Der Bahnhof Bubikon soll ein Begegnungsraum werden

(Bild: buebikernews)
(Bild: buebikernews)

 

Das Bahnhofgebäude in Bubikon soll ein Begegnungsarum für alle Genrationen, die Bevölkerung und die Dorfvereine werden. Dies ist das Ergebnis des Events «Voll auf die 12» vom Donnerstagabend (11. Juni 2026) im Ökumenischen Zentrum Wolfhausen. Zwölf zufällig aus den Anwesenden ausgeloste Teilnehmende sind nach 90 Minuten Diskussion zu diesem Ratschluss gelangt. Moderiert wurde der Anlass von Filmemacherin und Eventmanagerin Rebecca Panian, die sich selber auch als «Aktivistin» – unter anderem für ein bedingungsloses Grundeinkommen – bezeichnet.

 

Konkrete Beschlüsse wurden erst für das mehr oder weniger sofort nutzbare Erdgeschoss mit Schalterhalle und Warteraum gefasst.
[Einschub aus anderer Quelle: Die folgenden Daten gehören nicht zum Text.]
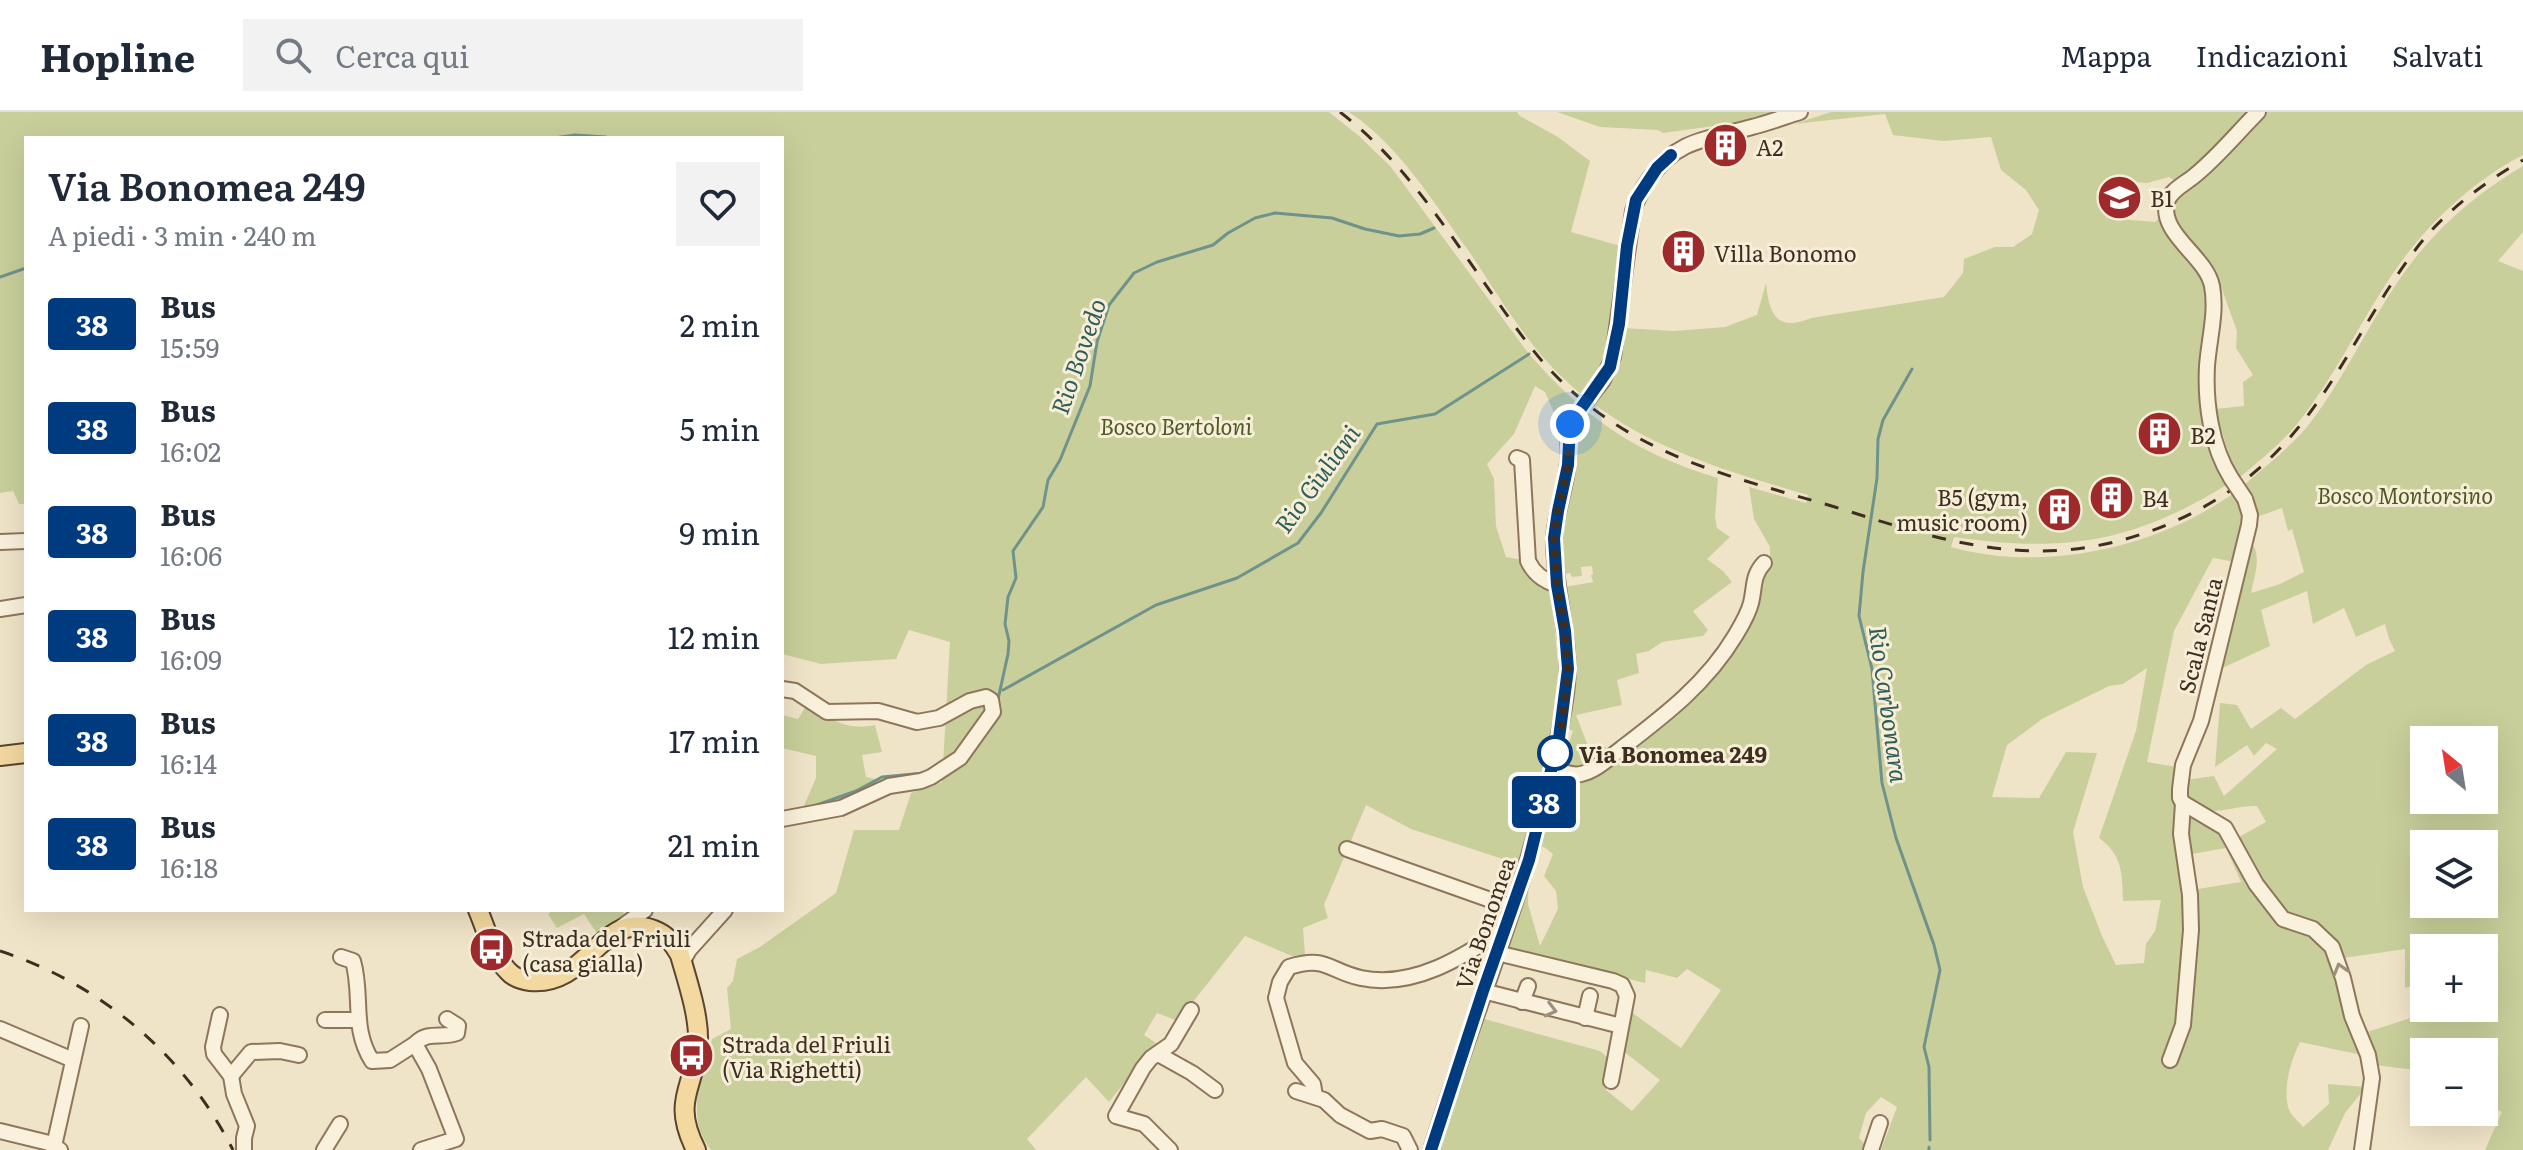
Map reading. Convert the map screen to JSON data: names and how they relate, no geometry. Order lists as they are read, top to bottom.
{
  "streets": {
    "street": ["Scala Santa", "Via Bonomea"]
  },
  "water": ["Rio Bovedo", "Rio Giuliani", "Rio Carbonara"],
  "parks": ["Bosco Bertoloni", "Bosco Montorsino"],
  "places": {
    "building": [
      "A2",
      "Villa Bonomo",
      "B2",
      "B4",
      "B5 (gym, music room)"
    ],
    "school or university": ["B1"],
    "other": ["Via Bonomea 249"],
    "bus stop": ["Strada del Friuli (casa gialla)", "Strada del Friuli (Via Righetti)"]
  },
  "lines": ["bus line 38"],
  "north": "top left",
  "page": {
    "header": "Hopline",
    "search": "Cerca qui",
    "nav": ["Mappa", "Indicazioni", "Salvati"],
    "on_map": "38",
    "heading": ["Via Bonomea 249", "A piedi · 3 min · 240 m"],
    "list": [
      {
        "mark": "38",
        "name": "Bus",
        "note": "15:59",
        "value": "2 min"
      },
      {
        "mark": "38",
        "name": "Bus",
        "note": "16:02",
        "value": "5 min"
      },
      {
        "mark": "38",
        "name": "Bus",
        "note": "16:06",
        "value": "9 min"
      },
      {
        "mark": "38",
        "name": "Bus",
        "note": "16:09",
        "value": "12 min"
      },
      {
        "mark": "38",
        "name": "Bus",
        "note": "16:14",
        "value": "17 min"
      },
      {
        "mark": "38",
        "name": "Bus",
        "note": "16:18",
        "value": "21 min"
      }
    ],
    "map_buttons": ["+", "−"]
  }
}
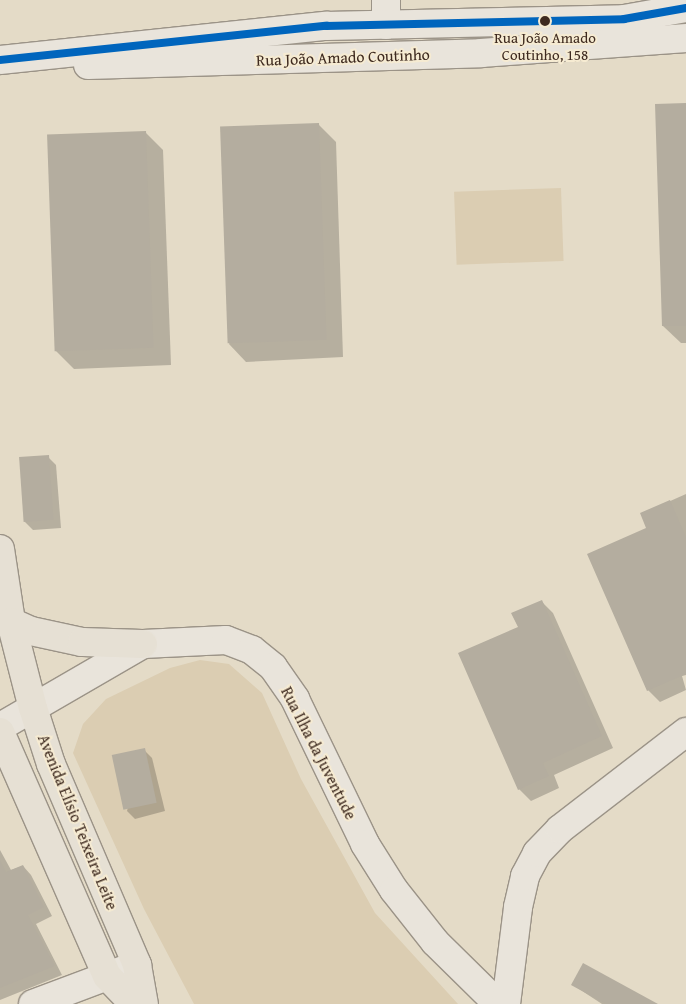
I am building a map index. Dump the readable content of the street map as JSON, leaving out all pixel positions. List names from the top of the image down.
{
  "streets": {
    "main road": ["Avenida Elísio Teixeira Leite"],
    "street": ["Rua João Amado Coutinho", "Rua Ilha da Juventude"]
  },
  "crossings": [
    ["Rua Ilha da Juventude", "Avenida Elísio Teixeira Leite"]
  ],
  "places": ["Rua João Amado Coutinho, 158"]
}
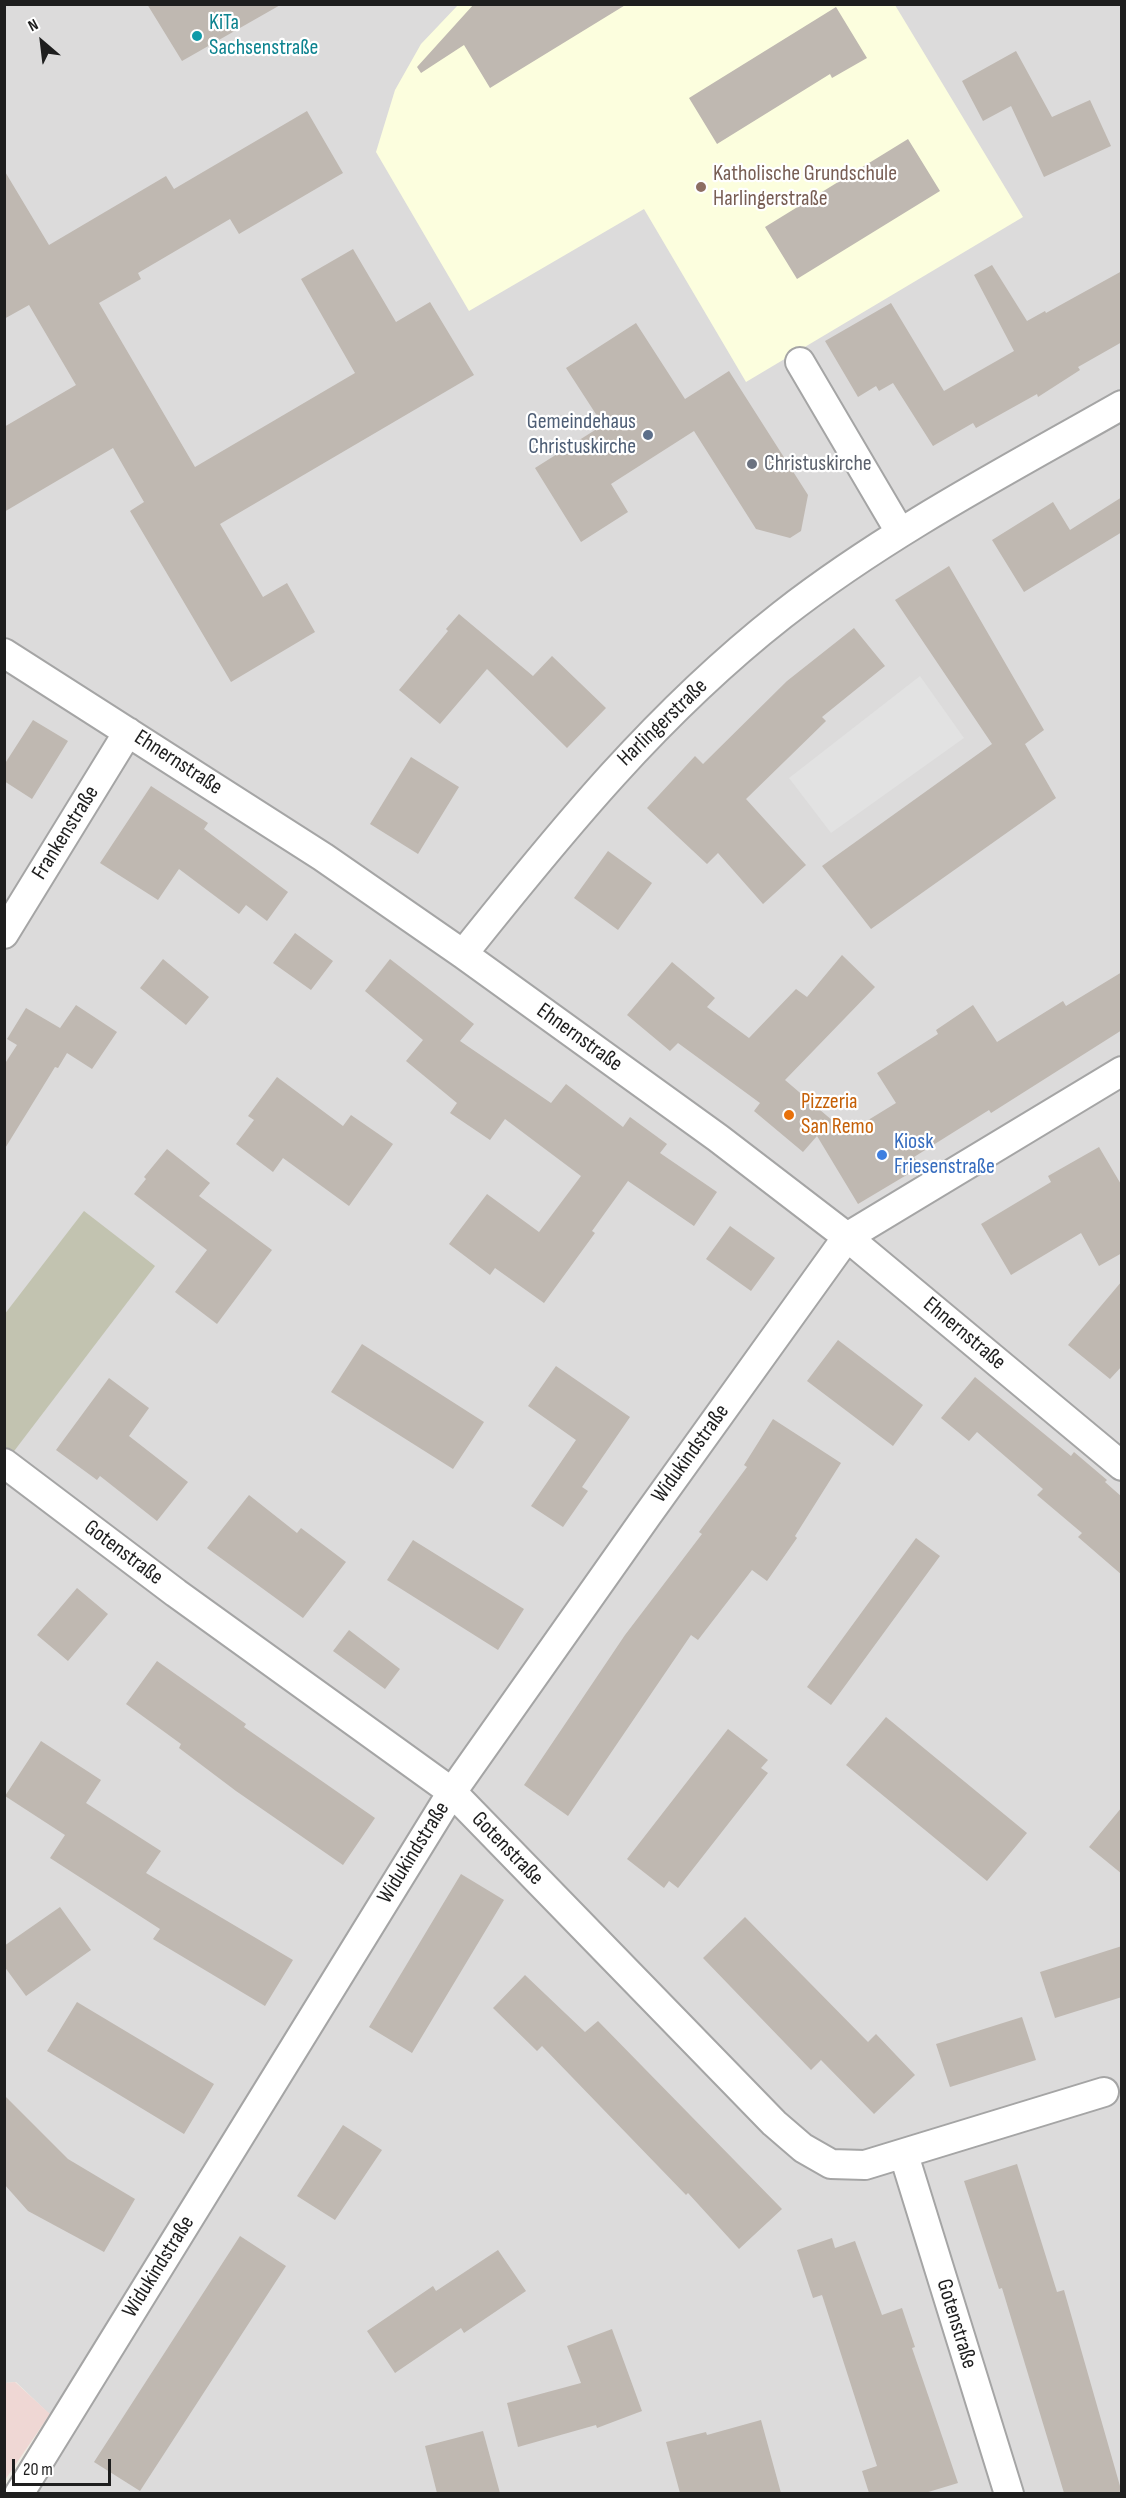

Klar ist aber, dass die Obergeschosse nach der rund dreijährigen Zwischennutzung als Notunterkunft dem Konzept  für das Erdgeschoss folgen sollen.

 

Im Erdgeschos soll einerseits ein öffentlicher Begegnungsraum mit «Gastroangebot light» und mit Spiel- und Unterhaltungsmöglichkeiten entstehen. Die Bewohnenden in den Obergeschossen sollen nach Mögllichkeit einbezogen werden. Im zweiten Raum sollen sich Vereine und Gruppierungen, zum Beispiel Jugendgruppen, soziokulturell entfalten können. Es sollen auch Kurse angeboten werden können. Dieser Raum wäre über ein Buchungstool mietbar. Als Trägerschaft ist ein neuzugründender Verein vorgesehen.

 

Zur Vertiefung der Ideen wird aus Freiwilligen der 12er-Gruppe eine weitere Sitzung stattfinden. Diesem Grobkonzept stimmte das Publikum grossmehrheitlich zu, wodurch der Event als gelungen (Lösung gefunden) gilt.

 

 

(bn)

Kommentar schreiben

Kommentare: 5
  • #1

    Viel Glück (Freitag, 12 Juni 2026 09:34)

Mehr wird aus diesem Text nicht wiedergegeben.